Raw land can be lucrative because of low buying prices and untapped value. But the prospect of paying larger taxes can be daunting.
After all, who wants to pay interest to finance an acquisition, then shell out property taxes on land with no property and still have taxes to pay over the sale of the vacant land. Don't worry, there are reasonable cost deductions available to vacant landowners.
The allowable costs selling raw land are the expenses of holding and improving the land, interest paid when leverage-financing the property, and any property taxes paid on the vacant land. You can position yourself as a real estate dealer or a private investor to qualify for different deductions.
In this article, you'll discover which deductions are available to you as a real estate dealer and the ones that are allowable to you as an investor. It is important to know the nuances so you can legally qualify for minimal taxes.
The two tax positions have different requirements, with the private investor role being easier to establish. But if you're a real estate dealer, you're taxed differently, which means the allowable costs are viewed differently. Let's start by looking at these deductibles and whether they're worth getting a real estate license for.
Table of Contents
For Real Estate Dealers
If you are a real estate dealer, the ownership of raw land is seen as a business operation. For this, you must have the appropriate license and enough transactions to justify the view. The advantage of being in the real estate dealer category is that all the expenses associated with being the landowner are allowable costs you can deduct from your taxes.

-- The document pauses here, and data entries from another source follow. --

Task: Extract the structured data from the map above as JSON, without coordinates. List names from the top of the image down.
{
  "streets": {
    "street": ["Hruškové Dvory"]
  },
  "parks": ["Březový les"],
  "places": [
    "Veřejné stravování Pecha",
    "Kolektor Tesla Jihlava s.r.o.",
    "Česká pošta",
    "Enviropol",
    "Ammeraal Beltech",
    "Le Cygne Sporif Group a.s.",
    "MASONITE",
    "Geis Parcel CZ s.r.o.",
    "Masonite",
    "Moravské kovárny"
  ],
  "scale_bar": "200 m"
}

Applicable Tax Deduction: Business Expenses on IRS Schedule C
If you're a sole proprietor, the tax deduction will go as a business expense on IRS schedule C. This is where you can deduct the sum total of the express costs of owning and maintaining raw land. Notice how the expenses of holding the land aren't mentioned here. This is mainly because the primary cost of having land is depreciation, which you cannot deduct as a real estate dealer.
Applicable Tax: Personal Income
As a real estate dealer, the tax you incur is not the capital gains tax but personal income tax, especially if your business is a pass-through entity. A pass-through entity is one where the tax burden passes to the owners, and the business itself isn't taxed. A sole proprietorship is a pass-through structure.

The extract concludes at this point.